* _PROBLEM TO WORK ON_
In the records below, find the lines that include "Bois" and copy each.

[Collected data]
......

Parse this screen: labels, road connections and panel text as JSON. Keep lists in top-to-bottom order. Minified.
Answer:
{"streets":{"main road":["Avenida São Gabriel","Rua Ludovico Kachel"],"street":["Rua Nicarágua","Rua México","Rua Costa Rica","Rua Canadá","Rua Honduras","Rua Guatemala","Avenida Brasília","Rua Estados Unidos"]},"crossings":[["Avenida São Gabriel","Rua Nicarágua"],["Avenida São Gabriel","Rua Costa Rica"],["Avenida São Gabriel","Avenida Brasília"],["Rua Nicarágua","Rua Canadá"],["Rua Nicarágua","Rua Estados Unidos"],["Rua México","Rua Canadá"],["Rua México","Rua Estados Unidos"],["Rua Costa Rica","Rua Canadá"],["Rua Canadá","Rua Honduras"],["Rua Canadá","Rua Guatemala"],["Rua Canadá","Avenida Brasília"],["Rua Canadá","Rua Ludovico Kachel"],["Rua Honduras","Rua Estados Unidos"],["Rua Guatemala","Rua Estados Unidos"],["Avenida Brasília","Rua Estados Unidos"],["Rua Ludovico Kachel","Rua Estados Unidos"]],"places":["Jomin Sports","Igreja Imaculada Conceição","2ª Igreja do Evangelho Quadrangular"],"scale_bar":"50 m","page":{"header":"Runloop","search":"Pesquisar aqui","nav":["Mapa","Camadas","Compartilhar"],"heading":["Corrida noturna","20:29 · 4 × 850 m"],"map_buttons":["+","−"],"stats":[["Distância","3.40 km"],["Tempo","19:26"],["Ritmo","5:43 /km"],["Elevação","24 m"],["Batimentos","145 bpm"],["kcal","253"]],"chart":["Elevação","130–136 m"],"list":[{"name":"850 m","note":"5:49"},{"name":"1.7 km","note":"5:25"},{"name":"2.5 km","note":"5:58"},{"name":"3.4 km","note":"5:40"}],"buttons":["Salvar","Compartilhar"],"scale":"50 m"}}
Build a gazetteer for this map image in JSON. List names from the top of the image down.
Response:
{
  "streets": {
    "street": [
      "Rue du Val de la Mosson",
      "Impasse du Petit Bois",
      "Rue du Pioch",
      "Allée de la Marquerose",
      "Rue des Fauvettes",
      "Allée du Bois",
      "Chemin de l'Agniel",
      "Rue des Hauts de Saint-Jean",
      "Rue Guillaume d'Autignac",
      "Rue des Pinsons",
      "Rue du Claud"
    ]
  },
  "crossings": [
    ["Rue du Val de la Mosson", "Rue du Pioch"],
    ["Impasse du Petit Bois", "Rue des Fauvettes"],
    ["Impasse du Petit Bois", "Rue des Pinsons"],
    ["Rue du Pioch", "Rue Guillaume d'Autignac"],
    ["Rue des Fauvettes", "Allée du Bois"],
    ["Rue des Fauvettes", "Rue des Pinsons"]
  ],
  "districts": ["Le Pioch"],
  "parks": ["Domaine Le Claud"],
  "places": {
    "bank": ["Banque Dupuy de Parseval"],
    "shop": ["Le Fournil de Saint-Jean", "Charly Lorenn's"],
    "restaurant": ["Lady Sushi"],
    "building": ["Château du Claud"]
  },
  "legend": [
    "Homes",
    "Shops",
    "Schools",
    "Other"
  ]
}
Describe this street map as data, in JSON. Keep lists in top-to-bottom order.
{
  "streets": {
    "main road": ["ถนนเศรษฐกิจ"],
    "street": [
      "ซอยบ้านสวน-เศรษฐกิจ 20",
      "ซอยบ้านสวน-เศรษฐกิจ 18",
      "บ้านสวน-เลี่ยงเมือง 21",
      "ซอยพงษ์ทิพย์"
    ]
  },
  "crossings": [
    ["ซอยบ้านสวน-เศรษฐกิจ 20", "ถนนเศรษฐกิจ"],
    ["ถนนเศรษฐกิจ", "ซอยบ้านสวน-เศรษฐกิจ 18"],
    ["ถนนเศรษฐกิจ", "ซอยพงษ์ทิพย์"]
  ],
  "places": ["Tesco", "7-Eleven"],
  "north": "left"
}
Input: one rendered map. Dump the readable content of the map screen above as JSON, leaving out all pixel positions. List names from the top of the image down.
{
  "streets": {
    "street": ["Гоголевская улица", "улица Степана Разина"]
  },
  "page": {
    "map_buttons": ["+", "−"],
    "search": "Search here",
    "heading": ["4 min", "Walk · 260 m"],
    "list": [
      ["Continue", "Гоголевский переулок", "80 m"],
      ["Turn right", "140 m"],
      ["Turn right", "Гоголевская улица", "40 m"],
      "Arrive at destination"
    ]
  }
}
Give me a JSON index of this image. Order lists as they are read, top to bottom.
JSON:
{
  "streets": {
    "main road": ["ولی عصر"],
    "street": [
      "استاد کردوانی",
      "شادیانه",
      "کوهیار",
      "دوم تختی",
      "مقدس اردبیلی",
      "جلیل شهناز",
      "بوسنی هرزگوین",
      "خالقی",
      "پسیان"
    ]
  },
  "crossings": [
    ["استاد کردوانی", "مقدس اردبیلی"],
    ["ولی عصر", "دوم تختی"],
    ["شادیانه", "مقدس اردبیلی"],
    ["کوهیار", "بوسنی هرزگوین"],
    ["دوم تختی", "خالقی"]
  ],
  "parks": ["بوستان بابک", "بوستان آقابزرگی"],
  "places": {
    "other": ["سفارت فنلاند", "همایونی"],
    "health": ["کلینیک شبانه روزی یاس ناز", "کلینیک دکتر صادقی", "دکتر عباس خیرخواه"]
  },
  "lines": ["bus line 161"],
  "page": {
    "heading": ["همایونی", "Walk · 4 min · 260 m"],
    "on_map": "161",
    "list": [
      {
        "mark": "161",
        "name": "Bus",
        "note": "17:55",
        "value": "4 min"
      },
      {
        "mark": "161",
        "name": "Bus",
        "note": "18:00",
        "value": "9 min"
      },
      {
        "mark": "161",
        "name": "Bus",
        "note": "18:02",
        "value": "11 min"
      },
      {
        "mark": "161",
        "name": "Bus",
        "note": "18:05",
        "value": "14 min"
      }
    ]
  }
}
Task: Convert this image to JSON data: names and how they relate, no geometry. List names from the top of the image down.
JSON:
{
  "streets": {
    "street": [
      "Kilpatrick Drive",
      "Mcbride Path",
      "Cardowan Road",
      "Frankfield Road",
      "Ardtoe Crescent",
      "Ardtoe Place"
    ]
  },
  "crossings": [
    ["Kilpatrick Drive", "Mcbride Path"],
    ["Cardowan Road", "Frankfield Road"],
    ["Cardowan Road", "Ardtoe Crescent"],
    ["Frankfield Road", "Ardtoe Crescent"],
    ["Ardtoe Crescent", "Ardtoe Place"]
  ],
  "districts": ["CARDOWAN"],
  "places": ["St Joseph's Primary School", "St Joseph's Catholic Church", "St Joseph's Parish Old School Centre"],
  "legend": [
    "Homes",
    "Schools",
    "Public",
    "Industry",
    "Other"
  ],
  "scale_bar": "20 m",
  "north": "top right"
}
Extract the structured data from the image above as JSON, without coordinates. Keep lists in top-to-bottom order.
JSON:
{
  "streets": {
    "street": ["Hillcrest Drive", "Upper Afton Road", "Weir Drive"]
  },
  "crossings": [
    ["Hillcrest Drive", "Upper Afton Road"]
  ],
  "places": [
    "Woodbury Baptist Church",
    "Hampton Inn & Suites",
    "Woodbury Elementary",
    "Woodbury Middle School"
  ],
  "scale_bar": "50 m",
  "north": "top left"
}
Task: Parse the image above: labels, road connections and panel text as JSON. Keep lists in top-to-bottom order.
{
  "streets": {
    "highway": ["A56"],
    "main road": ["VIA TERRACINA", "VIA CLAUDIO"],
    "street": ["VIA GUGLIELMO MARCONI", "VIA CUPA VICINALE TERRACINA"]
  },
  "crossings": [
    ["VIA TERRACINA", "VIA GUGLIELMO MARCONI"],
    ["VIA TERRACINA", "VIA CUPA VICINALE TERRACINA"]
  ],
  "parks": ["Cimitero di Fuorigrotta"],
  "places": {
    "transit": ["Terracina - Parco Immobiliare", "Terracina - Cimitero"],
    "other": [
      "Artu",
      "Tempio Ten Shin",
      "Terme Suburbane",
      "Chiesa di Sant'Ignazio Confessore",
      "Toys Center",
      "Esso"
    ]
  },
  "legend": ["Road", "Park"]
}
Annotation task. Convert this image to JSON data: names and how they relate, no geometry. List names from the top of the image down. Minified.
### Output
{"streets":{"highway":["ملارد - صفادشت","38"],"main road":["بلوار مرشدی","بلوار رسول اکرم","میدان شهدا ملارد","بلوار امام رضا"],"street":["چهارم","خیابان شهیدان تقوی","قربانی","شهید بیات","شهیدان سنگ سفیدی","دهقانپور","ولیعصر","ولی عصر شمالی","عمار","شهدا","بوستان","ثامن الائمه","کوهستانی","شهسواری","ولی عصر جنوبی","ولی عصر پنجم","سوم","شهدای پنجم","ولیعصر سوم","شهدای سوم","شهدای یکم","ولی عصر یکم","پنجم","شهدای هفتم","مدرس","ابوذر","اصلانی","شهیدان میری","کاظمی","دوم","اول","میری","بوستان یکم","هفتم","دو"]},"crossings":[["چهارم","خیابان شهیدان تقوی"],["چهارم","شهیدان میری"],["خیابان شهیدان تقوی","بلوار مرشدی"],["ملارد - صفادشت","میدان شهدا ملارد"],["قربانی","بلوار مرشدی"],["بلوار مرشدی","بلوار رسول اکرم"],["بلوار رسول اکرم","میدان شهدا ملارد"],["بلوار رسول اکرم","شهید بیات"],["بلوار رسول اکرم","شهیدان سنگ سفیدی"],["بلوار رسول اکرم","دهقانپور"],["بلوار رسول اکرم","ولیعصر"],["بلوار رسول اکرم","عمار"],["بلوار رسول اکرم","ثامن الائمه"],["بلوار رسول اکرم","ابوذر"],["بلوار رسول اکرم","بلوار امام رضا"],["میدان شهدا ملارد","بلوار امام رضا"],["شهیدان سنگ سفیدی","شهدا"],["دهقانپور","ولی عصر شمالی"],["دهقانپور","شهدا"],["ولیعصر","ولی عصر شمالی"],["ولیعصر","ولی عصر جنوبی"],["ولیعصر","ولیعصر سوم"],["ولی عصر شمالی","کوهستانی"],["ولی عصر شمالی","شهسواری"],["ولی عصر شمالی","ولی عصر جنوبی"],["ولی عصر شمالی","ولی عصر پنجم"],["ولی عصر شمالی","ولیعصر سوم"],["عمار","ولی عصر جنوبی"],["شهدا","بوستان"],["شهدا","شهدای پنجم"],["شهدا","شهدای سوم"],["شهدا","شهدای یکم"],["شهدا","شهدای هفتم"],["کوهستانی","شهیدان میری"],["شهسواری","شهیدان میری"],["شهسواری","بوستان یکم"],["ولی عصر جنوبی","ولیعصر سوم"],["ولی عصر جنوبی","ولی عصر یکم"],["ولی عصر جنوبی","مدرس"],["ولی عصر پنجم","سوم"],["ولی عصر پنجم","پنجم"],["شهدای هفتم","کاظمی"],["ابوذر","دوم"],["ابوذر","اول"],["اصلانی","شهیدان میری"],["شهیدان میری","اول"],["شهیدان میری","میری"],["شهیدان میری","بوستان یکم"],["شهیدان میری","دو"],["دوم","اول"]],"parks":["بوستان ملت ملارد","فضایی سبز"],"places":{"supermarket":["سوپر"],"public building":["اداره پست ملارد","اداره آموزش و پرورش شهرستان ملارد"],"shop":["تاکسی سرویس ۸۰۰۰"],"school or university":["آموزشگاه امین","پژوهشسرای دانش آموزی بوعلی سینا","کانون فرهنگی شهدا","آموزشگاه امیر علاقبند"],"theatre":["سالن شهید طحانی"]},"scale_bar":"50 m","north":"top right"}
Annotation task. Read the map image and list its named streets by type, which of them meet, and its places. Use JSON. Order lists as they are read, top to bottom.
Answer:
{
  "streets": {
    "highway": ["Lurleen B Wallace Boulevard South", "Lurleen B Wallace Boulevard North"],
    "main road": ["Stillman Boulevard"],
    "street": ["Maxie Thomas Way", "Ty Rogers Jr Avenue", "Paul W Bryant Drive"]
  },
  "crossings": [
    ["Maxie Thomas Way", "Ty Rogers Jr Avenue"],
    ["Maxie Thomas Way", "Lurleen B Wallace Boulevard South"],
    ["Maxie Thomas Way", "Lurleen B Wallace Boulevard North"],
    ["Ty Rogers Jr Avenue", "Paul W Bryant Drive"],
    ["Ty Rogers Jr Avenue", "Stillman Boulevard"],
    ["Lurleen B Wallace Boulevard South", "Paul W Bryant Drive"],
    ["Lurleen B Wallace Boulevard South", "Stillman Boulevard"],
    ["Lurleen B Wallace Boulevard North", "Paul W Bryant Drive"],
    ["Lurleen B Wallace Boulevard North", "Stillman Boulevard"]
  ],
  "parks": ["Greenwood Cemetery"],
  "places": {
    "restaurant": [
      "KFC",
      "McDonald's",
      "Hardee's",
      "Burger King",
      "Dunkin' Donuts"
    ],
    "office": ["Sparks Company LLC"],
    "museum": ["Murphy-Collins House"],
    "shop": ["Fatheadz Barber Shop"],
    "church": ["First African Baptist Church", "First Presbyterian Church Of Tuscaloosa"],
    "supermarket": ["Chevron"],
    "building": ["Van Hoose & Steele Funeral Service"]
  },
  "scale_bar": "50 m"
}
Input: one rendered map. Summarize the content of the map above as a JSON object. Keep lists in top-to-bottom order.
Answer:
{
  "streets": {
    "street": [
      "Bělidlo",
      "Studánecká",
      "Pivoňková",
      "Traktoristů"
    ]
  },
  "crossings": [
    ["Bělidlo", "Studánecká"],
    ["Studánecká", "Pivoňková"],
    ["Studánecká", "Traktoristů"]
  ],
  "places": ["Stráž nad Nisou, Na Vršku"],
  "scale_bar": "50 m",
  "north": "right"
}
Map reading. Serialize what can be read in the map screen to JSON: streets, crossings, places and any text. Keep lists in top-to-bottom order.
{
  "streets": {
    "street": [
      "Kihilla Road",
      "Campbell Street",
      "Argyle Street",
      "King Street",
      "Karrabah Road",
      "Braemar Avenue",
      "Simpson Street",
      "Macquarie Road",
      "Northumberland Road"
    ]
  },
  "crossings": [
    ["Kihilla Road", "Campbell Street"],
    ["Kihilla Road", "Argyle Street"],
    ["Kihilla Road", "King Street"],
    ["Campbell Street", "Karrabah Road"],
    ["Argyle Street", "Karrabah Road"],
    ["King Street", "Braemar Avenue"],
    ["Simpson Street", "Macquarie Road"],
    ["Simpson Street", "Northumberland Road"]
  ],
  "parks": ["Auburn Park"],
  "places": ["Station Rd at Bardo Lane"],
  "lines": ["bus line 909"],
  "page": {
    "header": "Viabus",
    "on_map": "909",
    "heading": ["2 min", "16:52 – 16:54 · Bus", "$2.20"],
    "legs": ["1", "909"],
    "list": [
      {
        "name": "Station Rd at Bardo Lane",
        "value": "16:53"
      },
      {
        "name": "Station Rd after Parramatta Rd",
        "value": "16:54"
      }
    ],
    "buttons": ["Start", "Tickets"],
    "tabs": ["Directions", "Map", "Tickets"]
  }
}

......

* _EXERCISE SOLUTION_
      "Impasse du Petit Bois",
      "Allée du Bois",
    ["Impasse du Petit Bois", "Rue des Fauvettes"],
    ["Impasse du Petit Bois", "Rue des Pinsons"],
    ["Rue des Fauvettes", "Allée du Bois"],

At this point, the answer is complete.